● What needs to be done
Nothing in the records may be altered. Repeat them in full.

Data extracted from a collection
———

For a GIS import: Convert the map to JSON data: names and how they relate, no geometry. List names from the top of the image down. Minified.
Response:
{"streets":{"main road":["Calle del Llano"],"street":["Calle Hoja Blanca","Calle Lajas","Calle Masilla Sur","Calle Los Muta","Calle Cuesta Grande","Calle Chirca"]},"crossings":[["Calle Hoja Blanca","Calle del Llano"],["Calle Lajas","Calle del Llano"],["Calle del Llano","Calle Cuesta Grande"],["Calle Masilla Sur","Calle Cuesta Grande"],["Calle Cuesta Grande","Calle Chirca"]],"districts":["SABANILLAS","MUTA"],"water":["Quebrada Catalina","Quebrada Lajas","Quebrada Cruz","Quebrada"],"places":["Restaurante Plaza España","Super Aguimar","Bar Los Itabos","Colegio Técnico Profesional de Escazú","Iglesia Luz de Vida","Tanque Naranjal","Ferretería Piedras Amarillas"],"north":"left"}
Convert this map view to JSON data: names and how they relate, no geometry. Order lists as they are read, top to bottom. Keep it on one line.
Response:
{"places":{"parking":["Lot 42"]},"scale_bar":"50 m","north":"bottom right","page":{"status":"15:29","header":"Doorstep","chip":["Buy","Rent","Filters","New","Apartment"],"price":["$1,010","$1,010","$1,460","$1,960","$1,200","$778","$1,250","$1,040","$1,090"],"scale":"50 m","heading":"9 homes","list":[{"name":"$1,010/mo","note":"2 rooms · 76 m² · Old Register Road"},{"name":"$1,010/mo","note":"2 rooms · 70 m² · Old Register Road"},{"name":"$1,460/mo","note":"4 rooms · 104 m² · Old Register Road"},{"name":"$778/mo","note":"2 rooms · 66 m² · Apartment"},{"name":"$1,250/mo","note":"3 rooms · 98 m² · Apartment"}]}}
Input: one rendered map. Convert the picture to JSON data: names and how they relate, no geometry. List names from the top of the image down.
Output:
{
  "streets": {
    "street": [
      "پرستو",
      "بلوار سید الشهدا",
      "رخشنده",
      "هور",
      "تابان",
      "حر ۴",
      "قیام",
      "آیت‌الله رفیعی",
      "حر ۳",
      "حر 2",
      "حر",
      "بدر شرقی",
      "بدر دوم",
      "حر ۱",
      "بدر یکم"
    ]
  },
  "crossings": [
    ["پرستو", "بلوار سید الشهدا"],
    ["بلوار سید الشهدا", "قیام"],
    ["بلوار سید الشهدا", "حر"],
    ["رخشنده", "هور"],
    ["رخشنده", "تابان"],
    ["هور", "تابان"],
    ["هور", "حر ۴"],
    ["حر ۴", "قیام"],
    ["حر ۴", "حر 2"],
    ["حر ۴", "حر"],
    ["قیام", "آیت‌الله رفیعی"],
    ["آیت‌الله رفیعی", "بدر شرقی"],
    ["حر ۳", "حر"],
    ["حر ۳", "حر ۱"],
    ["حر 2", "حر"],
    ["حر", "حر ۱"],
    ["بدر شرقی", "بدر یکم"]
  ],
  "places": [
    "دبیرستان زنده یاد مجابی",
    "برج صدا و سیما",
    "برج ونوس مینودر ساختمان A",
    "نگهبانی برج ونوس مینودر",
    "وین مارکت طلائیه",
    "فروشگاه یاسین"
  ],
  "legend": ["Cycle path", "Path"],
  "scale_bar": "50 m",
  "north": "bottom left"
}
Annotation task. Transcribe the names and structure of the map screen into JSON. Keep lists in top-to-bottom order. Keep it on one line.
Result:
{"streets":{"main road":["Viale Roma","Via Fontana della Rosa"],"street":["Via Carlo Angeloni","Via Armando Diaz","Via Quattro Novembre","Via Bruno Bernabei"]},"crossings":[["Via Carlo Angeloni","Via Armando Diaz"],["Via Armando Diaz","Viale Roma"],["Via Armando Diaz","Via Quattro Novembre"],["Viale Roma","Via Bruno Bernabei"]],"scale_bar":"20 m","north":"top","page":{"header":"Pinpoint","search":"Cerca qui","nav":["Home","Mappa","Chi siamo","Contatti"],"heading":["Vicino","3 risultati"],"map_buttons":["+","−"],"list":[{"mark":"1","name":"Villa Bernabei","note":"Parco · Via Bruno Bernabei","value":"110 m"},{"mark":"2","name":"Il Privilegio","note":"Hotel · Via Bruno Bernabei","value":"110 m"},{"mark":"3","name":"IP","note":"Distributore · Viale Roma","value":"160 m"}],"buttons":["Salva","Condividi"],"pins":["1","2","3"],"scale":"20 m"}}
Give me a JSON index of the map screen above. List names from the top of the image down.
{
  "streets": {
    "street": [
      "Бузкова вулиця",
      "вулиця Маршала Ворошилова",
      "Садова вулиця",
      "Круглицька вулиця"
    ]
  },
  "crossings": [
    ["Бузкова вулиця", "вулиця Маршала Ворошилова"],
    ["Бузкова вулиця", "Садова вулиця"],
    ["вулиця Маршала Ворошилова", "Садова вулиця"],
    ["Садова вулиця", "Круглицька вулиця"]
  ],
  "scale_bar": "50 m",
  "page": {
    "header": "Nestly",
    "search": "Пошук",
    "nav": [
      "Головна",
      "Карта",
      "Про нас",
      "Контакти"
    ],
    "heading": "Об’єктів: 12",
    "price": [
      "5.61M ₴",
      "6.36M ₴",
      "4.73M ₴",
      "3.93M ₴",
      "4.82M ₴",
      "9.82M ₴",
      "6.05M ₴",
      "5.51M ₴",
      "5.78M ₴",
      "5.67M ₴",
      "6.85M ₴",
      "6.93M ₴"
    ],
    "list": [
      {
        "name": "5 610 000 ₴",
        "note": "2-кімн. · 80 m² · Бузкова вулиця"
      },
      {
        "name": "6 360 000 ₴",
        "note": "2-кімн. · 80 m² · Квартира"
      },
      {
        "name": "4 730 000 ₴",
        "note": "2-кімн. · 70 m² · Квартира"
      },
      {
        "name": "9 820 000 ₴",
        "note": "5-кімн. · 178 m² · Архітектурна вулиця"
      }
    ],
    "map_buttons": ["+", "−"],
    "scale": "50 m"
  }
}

———

● Exercise solution
For a GIS import: Convert the map to JSON data: names and how they relate, no geometry. List names from the top of the image down. Minified.
Response:
{"streets":{"main road":["Calle del Llano"],"street":["Calle Hoja Blanca","Calle Lajas","Calle Masilla Sur","Calle Los Muta","Calle Cuesta Grande","Calle Chirca"]},"crossings":[["Calle Hoja Blanca","Calle del Llano"],["Calle Lajas","Calle del Llano"],["Calle del Llano","Calle Cuesta Grande"],["Calle Masilla Sur","Calle Cuesta Grande"],["Calle Cuesta Grande","Calle Chirca"]],"districts":["SABANILLAS","MUTA"],"water":["Quebrada Catalina","Quebrada Lajas","Quebrada Cruz","Quebrada"],"places":["Restaurante Plaza España","Super Aguimar","Bar Los Itabos","Colegio Técnico Profesional de Escazú","Iglesia Luz de Vida","Tanque Naranjal","Ferretería Piedras Amarillas"],"north":"left"}
Convert this map view to JSON data: names and how they relate, no geometry. Order lists as they are read, top to bottom. Keep it on one line.
Response:
{"places":{"parking":["Lot 42"]},"scale_bar":"50 m","north":"bottom right","page":{"status":"15:29","header":"Doorstep","chip":["Buy","Rent","Filters","New","Apartment"],"price":["$1,010","$1,010","$1,460","$1,960","$1,200","$778","$1,250","$1,040","$1,090"],"scale":"50 m","heading":"9 homes","list":[{"name":"$1,010/mo","note":"2 rooms · 76 m² · Old Register Road"},{"name":"$1,010/mo","note":"2 rooms · 70 m² · Old Register Road"},{"name":"$1,460/mo","note":"4 rooms · 104 m² · Old Register Road"},{"name":"$778/mo","note":"2 rooms · 66 m² · Apartment"},{"name":"$1,250/mo","note":"3 rooms · 98 m² · Apartment"}]}}
Input: one rendered map. Convert the picture to JSON data: names and how they relate, no geometry. List names from the top of the image down.
Output:
{
  "streets": {
    "street": [
      "پرستو",
      "بلوار سید الشهدا",
      "رخشنده",
      "هور",
      "تابان",
      "حر ۴",
      "قیام",
      "آیت‌الله رفیعی",
      "حر ۳",
      "حر 2",
      "حر",
      "بدر شرقی",
      "بدر دوم",
      "حر ۱",
      "بدر یکم"
    ]
  },
  "crossings": [
    ["پرستو", "بلوار سید الشهدا"],
    ["بلوار سید الشهدا", "قیام"],
    ["بلوار سید الشهدا", "حر"],
    ["رخشنده", "هور"],
    ["رخشنده", "تابان"],
    ["هور", "تابان"],
    ["هور", "حر ۴"],
    ["حر ۴", "قیام"],
    ["حر ۴", "حر 2"],
    ["حر ۴", "حر"],
    ["قیام", "آیت‌الله رفیعی"],
    ["آیت‌الله رفیعی", "بدر شرقی"],
    ["حر ۳", "حر"],
    ["حر ۳", "حر ۱"],
    ["حر 2", "حر"],
    ["حر", "حر ۱"],
    ["بدر شرقی", "بدر یکم"]
  ],
  "places": [
    "دبیرستان زنده یاد مجابی",
    "برج صدا و سیما",
    "برج ونوس مینودر ساختمان A",
    "نگهبانی برج ونوس مینودر",
    "وین مارکت طلائیه",
    "فروشگاه یاسین"
  ],
  "legend": ["Cycle path", "Path"],
  "scale_bar": "50 m",
  "north": "bottom left"
}
Annotation task. Transcribe the names and structure of the map screen into JSON. Keep lists in top-to-bottom order. Keep it on one line.
Result:
{"streets":{"main road":["Viale Roma","Via Fontana della Rosa"],"street":["Via Carlo Angeloni","Via Armando Diaz","Via Quattro Novembre","Via Bruno Bernabei"]},"crossings":[["Via Carlo Angeloni","Via Armando Diaz"],["Via Armando Diaz","Viale Roma"],["Via Armando Diaz","Via Quattro Novembre"],["Viale Roma","Via Bruno Bernabei"]],"scale_bar":"20 m","north":"top","page":{"header":"Pinpoint","search":"Cerca qui","nav":["Home","Mappa","Chi siamo","Contatti"],"heading":["Vicino","3 risultati"],"map_buttons":["+","−"],"list":[{"mark":"1","name":"Villa Bernabei","note":"Parco · Via Bruno Bernabei","value":"110 m"},{"mark":"2","name":"Il Privilegio","note":"Hotel · Via Bruno Bernabei","value":"110 m"},{"mark":"3","name":"IP","note":"Distributore · Viale Roma","value":"160 m"}],"buttons":["Salva","Condividi"],"pins":["1","2","3"],"scale":"20 m"}}
Give me a JSON index of the map screen above. List names from the top of the image down.
{
  "streets": {
    "street": [
      "Бузкова вулиця",
      "вулиця Маршала Ворошилова",
      "Садова вулиця",
      "Круглицька вулиця"
    ]
  },
  "crossings": [
    ["Бузкова вулиця", "вулиця Маршала Ворошилова"],
    ["Бузкова вулиця", "Садова вулиця"],
    ["вулиця Маршала Ворошилова", "Садова вулиця"],
    ["Садова вулиця", "Круглицька вулиця"]
  ],
  "scale_bar": "50 m",
  "page": {
    "header": "Nestly",
    "search": "Пошук",
    "nav": [
      "Головна",
      "Карта",
      "Про нас",
      "Контакти"
    ],
    "heading": "Об’єктів: 12",
    "price": [
      "5.61M ₴",
      "6.36M ₴",
      "4.73M ₴",
      "3.93M ₴",
      "4.82M ₴",
      "9.82M ₴",
      "6.05M ₴",
      "5.51M ₴",
      "5.78M ₴",
      "5.67M ₴",
      "6.85M ₴",
      "6.93M ₴"
    ],
    "list": [
      {
        "name": "5 610 000 ₴",
        "note": "2-кімн. · 80 m² · Бузкова вулиця"
      },
      {
        "name": "6 360 000 ₴",
        "note": "2-кімн. · 80 m² · Квартира"
      },
      {
        "name": "4 730 000 ₴",
        "note": "2-кімн. · 70 m² · Квартира"
      },
      {
        "name": "9 820 000 ₴",
        "note": "5-кімн. · 178 m² · Архітектурна вулиця"
      }
    ],
    "map_buttons": ["+", "−"],
    "scale": "50 m"
  }
}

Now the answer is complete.